In [2]:
import pandas as pd
from pathlib import Path
import numpy as np
import torch
from datasets import Dataset
from transformers import AutoTokenizer, AutoModelForSequenceClassification, Trainer, TrainingArguments
from sklearn.metrics import accuracy_score, precision_recall_fscore_support

#Utilisation des mêmes labels
labels = ["admiration", "amusement" , "anger" , "annoyance" ,"approval" ,"caring" ,"confusion" ,"curiosity" ,"desire","disappointment","disapproval",
          "disgust","embarrassment","excitement","fear","gratitude","grief","joy","love","nervousness","optimism","pride","realization","relief",
          "remorse","sadness","surprise","neutral"
]

#Création de disctionnaire pour le model
label2id = {label: i for i, label in enumerate(labels)}
id2label = {i : label for i, label in enumerate(labels)}

#Utilisation du modèle
model_n = "bhadresh-savani/bert-base-go-emotion"
tokenizer = AutoTokenizer.from_pretrained(model_n)
model = AutoModelForSequenceClassification.from_pretrained(model_n, num_labels=len(labels), id2label=id2label, label2id=label2id)

#Chargement du CSV
csv_path = Path.home() /"PROJECT" / "figures" / "Augmentationdedonnees"/ "emotions.csv"
df = pd.read_csv(csv_path)

#Convertir les labels
if df['label'].dtype == object:
    df["label"] = df["label"].map(label2id)

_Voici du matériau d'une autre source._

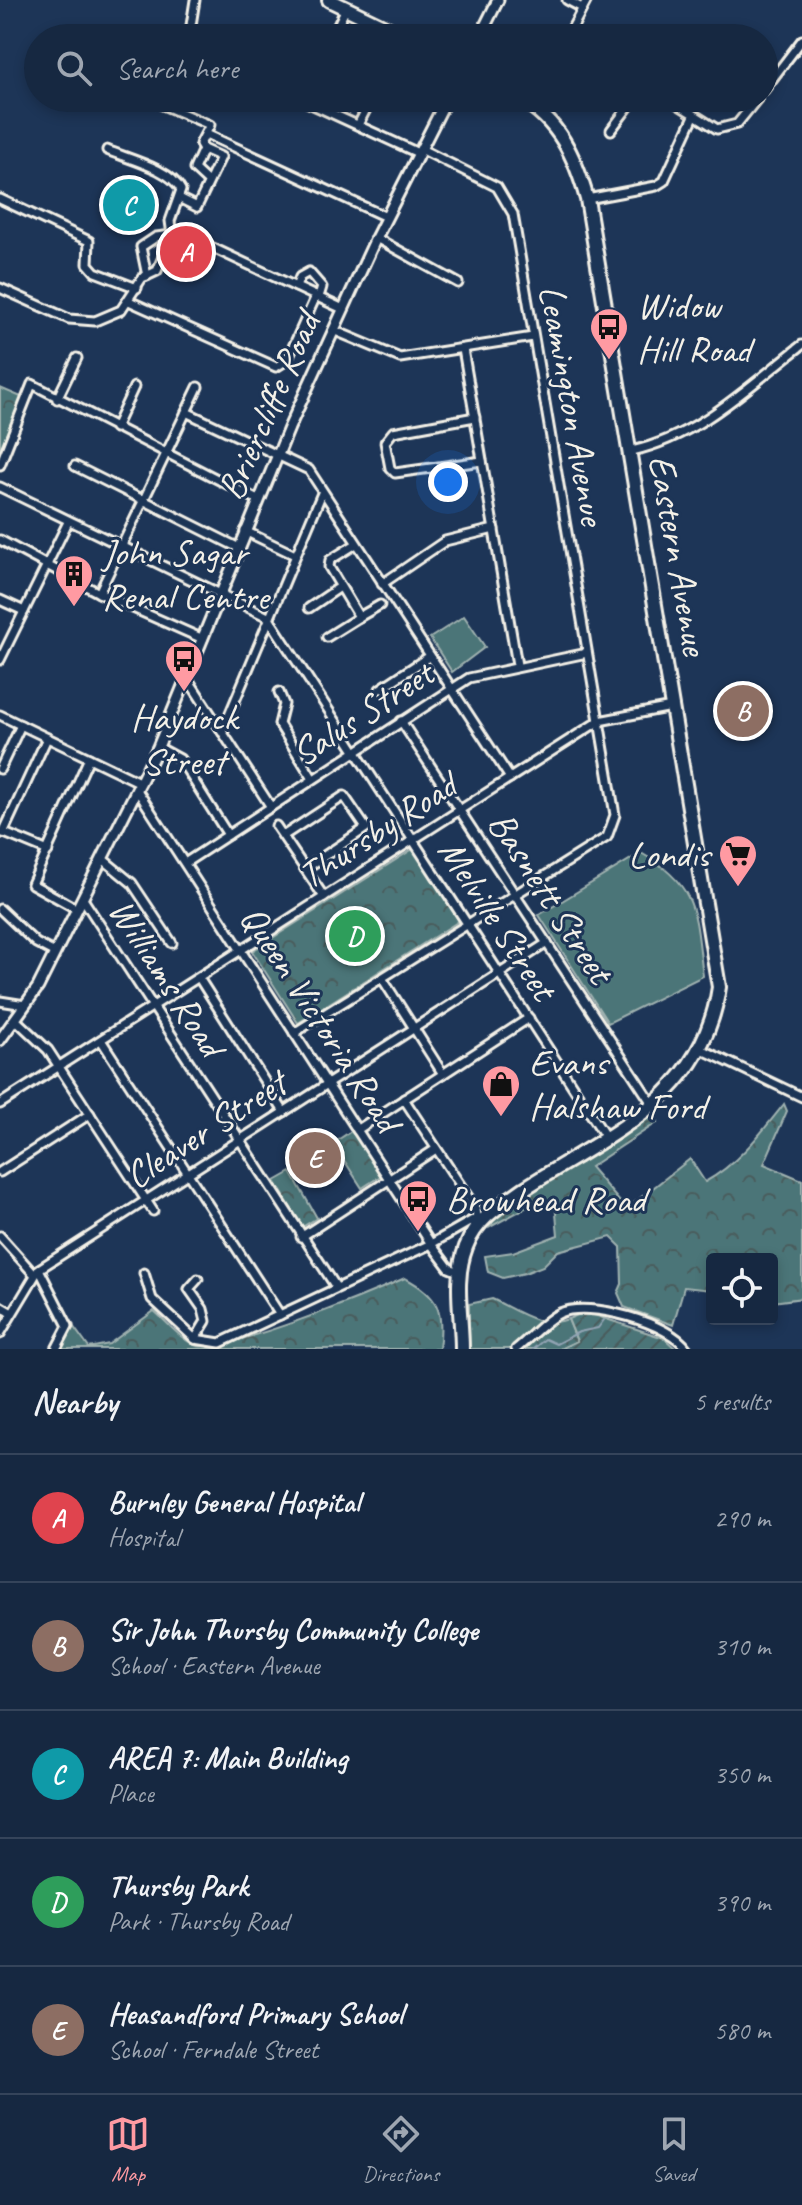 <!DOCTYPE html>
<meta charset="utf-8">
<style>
:root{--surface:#162841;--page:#23344c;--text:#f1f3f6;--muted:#9ea6b1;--line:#35445a;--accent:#ff9aa2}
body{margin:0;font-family:Caveat,sans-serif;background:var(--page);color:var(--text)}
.controls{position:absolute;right:24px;bottom:24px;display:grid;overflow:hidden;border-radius:8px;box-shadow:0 4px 12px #0003}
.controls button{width:72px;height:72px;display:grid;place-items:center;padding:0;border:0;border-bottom:2px solid var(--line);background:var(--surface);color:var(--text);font:40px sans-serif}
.you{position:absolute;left:448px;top:482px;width:28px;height:28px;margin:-20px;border:6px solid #fff;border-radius:50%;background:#1a73e8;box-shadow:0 0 0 12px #1a73e833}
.badge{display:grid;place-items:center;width:52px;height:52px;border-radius:50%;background:var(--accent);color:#fff;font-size:26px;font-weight:700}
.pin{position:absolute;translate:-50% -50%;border:4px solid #fff;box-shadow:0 2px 8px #0006}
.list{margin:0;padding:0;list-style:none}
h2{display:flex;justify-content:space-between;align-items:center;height:104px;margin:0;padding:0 32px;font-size:34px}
h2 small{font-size:26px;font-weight:400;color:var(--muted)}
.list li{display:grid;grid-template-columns:52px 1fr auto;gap:24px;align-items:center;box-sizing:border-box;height:128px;padding:0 32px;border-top:2px solid var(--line)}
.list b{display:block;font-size:30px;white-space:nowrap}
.list p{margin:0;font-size:26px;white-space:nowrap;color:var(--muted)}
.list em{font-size:26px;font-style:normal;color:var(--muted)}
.icon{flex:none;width:44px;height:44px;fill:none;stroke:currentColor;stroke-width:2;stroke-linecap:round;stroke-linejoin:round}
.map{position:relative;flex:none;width:802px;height:1349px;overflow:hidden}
.search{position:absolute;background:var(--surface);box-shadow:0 4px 12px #0003;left:24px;right:24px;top:24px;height:88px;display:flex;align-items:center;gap:20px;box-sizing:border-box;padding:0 28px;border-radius:44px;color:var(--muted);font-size:30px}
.sheet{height:744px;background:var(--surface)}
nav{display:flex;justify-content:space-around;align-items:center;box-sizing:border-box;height:112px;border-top:2px solid var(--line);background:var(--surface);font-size:22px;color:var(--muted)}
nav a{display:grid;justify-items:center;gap:4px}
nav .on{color:var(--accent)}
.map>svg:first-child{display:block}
</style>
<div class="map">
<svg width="802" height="1349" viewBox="0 0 802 1349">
<defs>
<pattern id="forest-crowns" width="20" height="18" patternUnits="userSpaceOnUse" patternTransform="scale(2)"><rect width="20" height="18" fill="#4c7478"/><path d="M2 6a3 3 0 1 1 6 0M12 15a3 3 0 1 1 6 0" fill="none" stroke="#4a5c5c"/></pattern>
<pattern id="garden-furrows" width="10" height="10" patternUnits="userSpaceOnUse" patternTransform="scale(2)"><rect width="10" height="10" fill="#4c7478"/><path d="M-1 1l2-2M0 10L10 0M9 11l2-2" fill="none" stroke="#4a5c5c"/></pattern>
</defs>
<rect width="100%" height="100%" fill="#1d3557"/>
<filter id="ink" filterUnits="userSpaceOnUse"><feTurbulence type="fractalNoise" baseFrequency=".0125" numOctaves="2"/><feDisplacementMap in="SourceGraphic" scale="16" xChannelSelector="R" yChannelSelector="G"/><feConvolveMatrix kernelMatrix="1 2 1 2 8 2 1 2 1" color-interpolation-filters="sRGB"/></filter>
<g filter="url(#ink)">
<g fill="#4c7478" stroke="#a0b2b0" stroke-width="2">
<polygon points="464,616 485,647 452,672 430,638"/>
<path d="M 641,853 C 700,886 695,916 703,976 L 608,1023 L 539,915 Z"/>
</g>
<g fill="url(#forest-crowns)" stroke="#a0b2b0" stroke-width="2">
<polygon points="0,388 26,399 0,465"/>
<polygon points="413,849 459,921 298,1023 252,951"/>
<path d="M 784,1104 L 787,1111 L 764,1164 L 802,1180 L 802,1298 L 772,1302 L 772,1259 L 712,1259 L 712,1290 L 684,1287 L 673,1325 L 624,1307 L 618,1293 L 622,1284 L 621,1247 L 611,1237 L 558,1251 L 543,1266 L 525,1273 L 503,1278 L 488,1272 L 485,1256 L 513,1252 L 558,1235 L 555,1203 L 542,1199 L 490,1227 L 495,1217 L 654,1112 L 658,1122 L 590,1167 L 626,1209 L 690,1159 L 705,1182 C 738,1164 761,1133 784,1104 Z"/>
<polygon points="353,1130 382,1175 362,1188 333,1143"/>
<polygon points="291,1172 317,1218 302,1227 275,1181"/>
<path d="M 405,1278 C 439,1296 444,1311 439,1349 L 61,1349 L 73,1326 L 89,1348 L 109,1344 L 154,1311 C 166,1321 182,1341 197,1346 C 235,1349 365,1296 405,1278 Z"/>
<path d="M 492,1299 C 516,1310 541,1330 568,1319 L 577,1341 L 560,1349 L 469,1349 L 469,1304 Z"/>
</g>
<polygon fill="url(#garden-furrows)" stroke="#a0b2b0" stroke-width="2" points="585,1312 664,1338 676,1349 560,1349 577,1341 568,1319"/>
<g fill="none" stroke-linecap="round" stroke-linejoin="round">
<polyline stroke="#92a4b4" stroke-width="2" points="533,1349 545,1339 556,1344 579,1332 598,1328 604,1320"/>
<g stroke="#f4f1e8" stroke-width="13">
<g id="minor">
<polyline points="567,0 582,8"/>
<polyline points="572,30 583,38"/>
<polyline points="189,38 195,0"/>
<polyline points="332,38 346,8"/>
<polyline points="567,38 587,0"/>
<polyline points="764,90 802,40"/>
<polyline points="146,98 210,125 200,144 203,149"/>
<polyline points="298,98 418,153"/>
<polyline points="668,98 717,129 737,124 758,98"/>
<polyline points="358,125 372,98"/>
<polyline points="611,130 635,98"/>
<polyline points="206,134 386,217"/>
<path d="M 107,150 C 128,159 171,169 181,190 L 170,221 L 172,235 L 156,237 L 141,247 L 147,276"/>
<polyline points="179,198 197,207 221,157 203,149 194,169 208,182"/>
<polyline points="0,199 89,241 88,264 95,272 137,288"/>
<polyline points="587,199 656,186 664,181 694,116"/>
<polyline points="376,238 458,283"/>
<polyline points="296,287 300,277 309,272 322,287 319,297"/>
<polyline points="0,288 69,319 95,321 121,310 142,278 157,271 172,235 183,234 343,309"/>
<polyline points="129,301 276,367 287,360 316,296"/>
<polyline points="333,330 400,358 533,337"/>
<polyline points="463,349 517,665"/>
<polyline points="57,399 77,358"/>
<polyline points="186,412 309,470 510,778"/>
<polyline points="475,417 393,432 385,442 390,468 395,473 482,461"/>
<polyline points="115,428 134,387"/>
<path d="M 632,451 C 699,436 748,387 802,345"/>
<polyline points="0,465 32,384 258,500"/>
<polyline points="75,466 239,548"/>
<polyline points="0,487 268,617 605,1136"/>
<polyline points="245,531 295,555"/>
<polyline points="0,540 99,593 203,639"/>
<polyline points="356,544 330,560 329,567 359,617 380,605"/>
<polyline points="382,584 445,541 494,529"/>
<polyline points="99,593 198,387"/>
<polyline points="0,600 24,611"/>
<polyline points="309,608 340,587"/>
<polyline points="327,637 359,617"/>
<polyline points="0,660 68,522"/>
<polyline points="188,679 271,807"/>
<polyline points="380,689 430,656"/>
<polyline points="279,692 284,704 279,724 313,779"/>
<polyline points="0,715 141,783"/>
<polyline points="401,721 653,1105"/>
<polyline points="222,732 322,493"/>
<polyline points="158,747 180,759 228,835"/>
<polyline points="0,769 21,725"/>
<polyline points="137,790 431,1244 449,1268 459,1272"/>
<polyline points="276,826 324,897"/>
<polyline points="2,832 48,851"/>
<polyline points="3,833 47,738"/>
<polyline points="283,836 344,796 366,828 305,869"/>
<polyline points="104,860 132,883 172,943"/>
<polyline points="185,863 469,678 587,653"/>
<polyline points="83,899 336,1287"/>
<polyline points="0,909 36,943 55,953"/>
<polyline points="77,909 32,884 89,758"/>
<polyline points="199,978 284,1112"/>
<polyline points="382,978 443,1074"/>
<polyline points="0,1001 25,1005"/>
<polyline points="15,1019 48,1050 153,1211"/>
<polyline points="294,1033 607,837 615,815 513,214 497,187 421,149"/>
<polyline points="101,1040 280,1315"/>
<polyline points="701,1049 802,1097"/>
<polyline points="404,1099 476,1209 477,1217"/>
<polyline points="0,1104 599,721 672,707"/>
<polyline points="357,1130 529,1018"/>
<polyline points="0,1172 90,1114"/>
<polyline points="0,1236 34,1274"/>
<polyline points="301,1237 436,1149"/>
<polyline points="39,1269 68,1326 56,1349"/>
<polyline points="144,1273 152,1299 195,1339 220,1343 431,1244 478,1217 482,1220"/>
<polyline points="0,1306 12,1313"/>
<polyline points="0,1334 39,1269 547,943"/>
<polyline points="195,1339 206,1321 203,1309 189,1289 198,1279"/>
<path d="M 516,1349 C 530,1338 545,1320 560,1313 C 589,1300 670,1323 687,1349"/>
</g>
</g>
<g stroke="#f4f1e8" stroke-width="15">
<g id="tertiary">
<polyline points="479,38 498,0"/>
<polyline points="0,1040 38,987 158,747 289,428 376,238 447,98"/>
</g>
</g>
<g stroke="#f4f1e8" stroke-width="18">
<g id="trunk">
<polyline points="329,0 408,38"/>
<path d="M 462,1349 C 462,1314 453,1281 466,1247 C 476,1219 502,1204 525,1188 C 610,1133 703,1098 719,987 L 587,199 C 575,157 559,120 519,98"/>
</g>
</g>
<use href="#minor" stroke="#1d3557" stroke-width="7"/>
<use href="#tertiary" stroke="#1d3557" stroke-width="9"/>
<use href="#trunk" stroke="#1d3557" stroke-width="12"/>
</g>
</g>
<defs>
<g id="bus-pin" transform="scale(2)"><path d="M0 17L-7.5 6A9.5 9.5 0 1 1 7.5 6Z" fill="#ff9aa2" stroke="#1d3557"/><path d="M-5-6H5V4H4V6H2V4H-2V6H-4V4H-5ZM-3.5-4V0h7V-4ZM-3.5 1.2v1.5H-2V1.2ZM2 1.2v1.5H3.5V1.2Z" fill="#111"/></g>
<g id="building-pin" transform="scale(2)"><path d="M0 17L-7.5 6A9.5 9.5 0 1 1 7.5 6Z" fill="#ff9aa2" stroke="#1d3557"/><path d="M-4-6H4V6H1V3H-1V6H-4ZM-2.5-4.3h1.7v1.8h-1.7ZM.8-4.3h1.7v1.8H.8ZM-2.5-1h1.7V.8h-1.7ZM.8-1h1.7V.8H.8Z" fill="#111"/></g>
<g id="supermarket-pin" transform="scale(2)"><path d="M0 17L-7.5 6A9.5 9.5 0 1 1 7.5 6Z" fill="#ff9aa2" stroke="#1d3557"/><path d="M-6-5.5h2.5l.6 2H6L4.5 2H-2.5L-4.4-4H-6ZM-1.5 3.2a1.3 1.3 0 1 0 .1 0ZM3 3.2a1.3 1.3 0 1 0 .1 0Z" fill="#111"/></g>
<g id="shop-pin" transform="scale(2)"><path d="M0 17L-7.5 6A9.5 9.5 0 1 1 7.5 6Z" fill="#ff9aa2" stroke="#1d3557"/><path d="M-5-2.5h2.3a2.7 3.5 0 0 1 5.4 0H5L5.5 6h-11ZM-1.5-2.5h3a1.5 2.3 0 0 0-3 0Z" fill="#111"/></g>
</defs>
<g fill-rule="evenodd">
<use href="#bus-pin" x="609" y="327"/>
<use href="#building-pin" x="74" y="574"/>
<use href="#bus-pin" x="184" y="659"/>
<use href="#supermarket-pin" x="738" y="854"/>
<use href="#shop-pin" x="501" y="1084"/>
<use href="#bus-pin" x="418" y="1199"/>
</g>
<g text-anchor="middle" stroke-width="6" stroke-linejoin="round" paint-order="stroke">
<g font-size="38" fill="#f4f1e8" stroke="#1d3557" text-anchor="start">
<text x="637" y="318">Widow<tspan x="637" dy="44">Hill Road</tspan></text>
<text x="102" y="565">John Sagar<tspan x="102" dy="44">Renal Centre</tspan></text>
<text x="184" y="730" text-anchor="middle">Haydock<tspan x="184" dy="44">Street</tspan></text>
<text x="710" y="867" text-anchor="end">Londis</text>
<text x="529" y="1075">Evans<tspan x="529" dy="44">Halshaw Ford</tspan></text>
<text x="446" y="1212">Browhead Road</text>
</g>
<g font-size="38" fill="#f4f1e8" stroke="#1d3557">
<text transform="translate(573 405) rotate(80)" y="13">Leamington Avenue</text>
<text transform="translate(268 406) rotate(-66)" y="13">Briercliffe Road</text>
<text transform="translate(679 555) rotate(80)" y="13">Eastern Avenue</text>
<text transform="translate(362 713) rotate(-33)" y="13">Salus Street</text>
<text transform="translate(377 830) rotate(-33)" y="13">Thursby Road</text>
<text transform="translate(551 897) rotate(57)" y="13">Basnett Street</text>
<text transform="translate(498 919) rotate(57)" y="13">Melville Street</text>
<text transform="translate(167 977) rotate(57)" y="13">Williams Road</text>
<text transform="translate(321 1018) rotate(57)" y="13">Queen Victoria Road</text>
<text transform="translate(205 1129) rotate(-33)" y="13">Cleaver Street</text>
</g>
</g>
</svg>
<div class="controls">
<button><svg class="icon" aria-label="locate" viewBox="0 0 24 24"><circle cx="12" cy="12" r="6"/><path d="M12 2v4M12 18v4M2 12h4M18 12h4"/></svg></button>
</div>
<div class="you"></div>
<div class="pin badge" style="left:186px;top:252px;background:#e0444e">A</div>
<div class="pin badge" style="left:743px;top:711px;background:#8d6e63">B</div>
<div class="pin badge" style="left:129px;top:205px;background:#0f9aa8">C</div>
<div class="pin badge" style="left:355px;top:936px;background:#2e9e5b">D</div>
<div class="pin badge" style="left:315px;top:1158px;background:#8d6e63">E</div>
<div class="search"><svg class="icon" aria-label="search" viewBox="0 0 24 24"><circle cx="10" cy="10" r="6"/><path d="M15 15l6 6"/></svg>Search here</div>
</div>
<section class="sheet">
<h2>Nearby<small>5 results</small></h2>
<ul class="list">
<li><span class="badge" style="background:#e0444e">A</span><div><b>Burnley General Hospital</b><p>Hospital</p></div><em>290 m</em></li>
<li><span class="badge" style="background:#8d6e63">B</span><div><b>Sir John Thursby Community College</b><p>School · Eastern Avenue</p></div><em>310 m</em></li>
<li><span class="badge" style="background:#0f9aa8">C</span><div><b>AREA 7: Main Building</b><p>Place</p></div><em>350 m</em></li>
<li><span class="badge" style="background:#2e9e5b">D</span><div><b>Thursby Park</b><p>Park · Thursby Road</p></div><em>390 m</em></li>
<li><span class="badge" style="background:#8d6e63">E</span><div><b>Heasandford Primary School</b><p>School · Ferndale Street</p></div><em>580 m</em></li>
</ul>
</section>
<nav>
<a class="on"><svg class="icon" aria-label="map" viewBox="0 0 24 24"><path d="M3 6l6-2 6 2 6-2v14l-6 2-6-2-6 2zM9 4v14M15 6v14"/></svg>Map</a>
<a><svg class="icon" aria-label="directions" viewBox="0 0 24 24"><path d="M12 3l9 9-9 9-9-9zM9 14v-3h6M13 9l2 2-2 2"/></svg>Directions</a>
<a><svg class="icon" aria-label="saved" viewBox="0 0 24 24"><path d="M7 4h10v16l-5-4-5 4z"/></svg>Saved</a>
</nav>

dataset = Dataset.from_pandas(df)

#Fonction de tokenization 
def preprocess_function(examples):
    return tokenizer(examples["text"], truncation=True, padding="max_length", max_length=128)

dataset = dataset.map(preprocess_function, batched=True)

#Je split le Dataset
split = dataset.train_test_split(test_size=0.2, seed=42)
train_dataset = split["train"]
eval_dataset = split["test"]

output_dir = Path.home() / "PROJECT" / "src"
output_dir.mkdir(parents=True, exist_ok=True)

#J'entraie le modèle, ce sont les arguments
training_args = TrainingArguments(
    output_dir=str(output_dir),
    eval_strategy="epoch",
    save_strategy="epoch",
    learning_rate=2e-5,
    per_device_train_batch_size=16,
    per_device_eval_batch_size=16,
    num_train_epochs=3,
    weight_decay=0.01,
    load_best_model_at_end=True,
    metric_for_best_model="accuracy"
)

#Fonction pour calculer
def compute_metrics(eval_pred):
    logits, labels = eval_pred
    predictions = np.argmax(logits, axis=-1)
    acc = accuracy_score(labels, predictions)
    prf = precision_recall_fscore_support(labels, predictions, average="weighted")
    return {
        "accuracy":acc,
        "precision": prf[0],
        "recall": prf[1],
        "f1": prf[2],
    }

#Initialisation
trainer =Trainer(
    model=model,
    args=training_args,
    train_dataset=train_dataset,
    eval_dataset=eval_dataset,
    compute_metrics=compute_metrics,
)

#Je lance l'entrainement et le sauvegarde
trainer.train()

trainer.save_model(str(output_dir))
tokenizer.save_pretrained(str(output_dir))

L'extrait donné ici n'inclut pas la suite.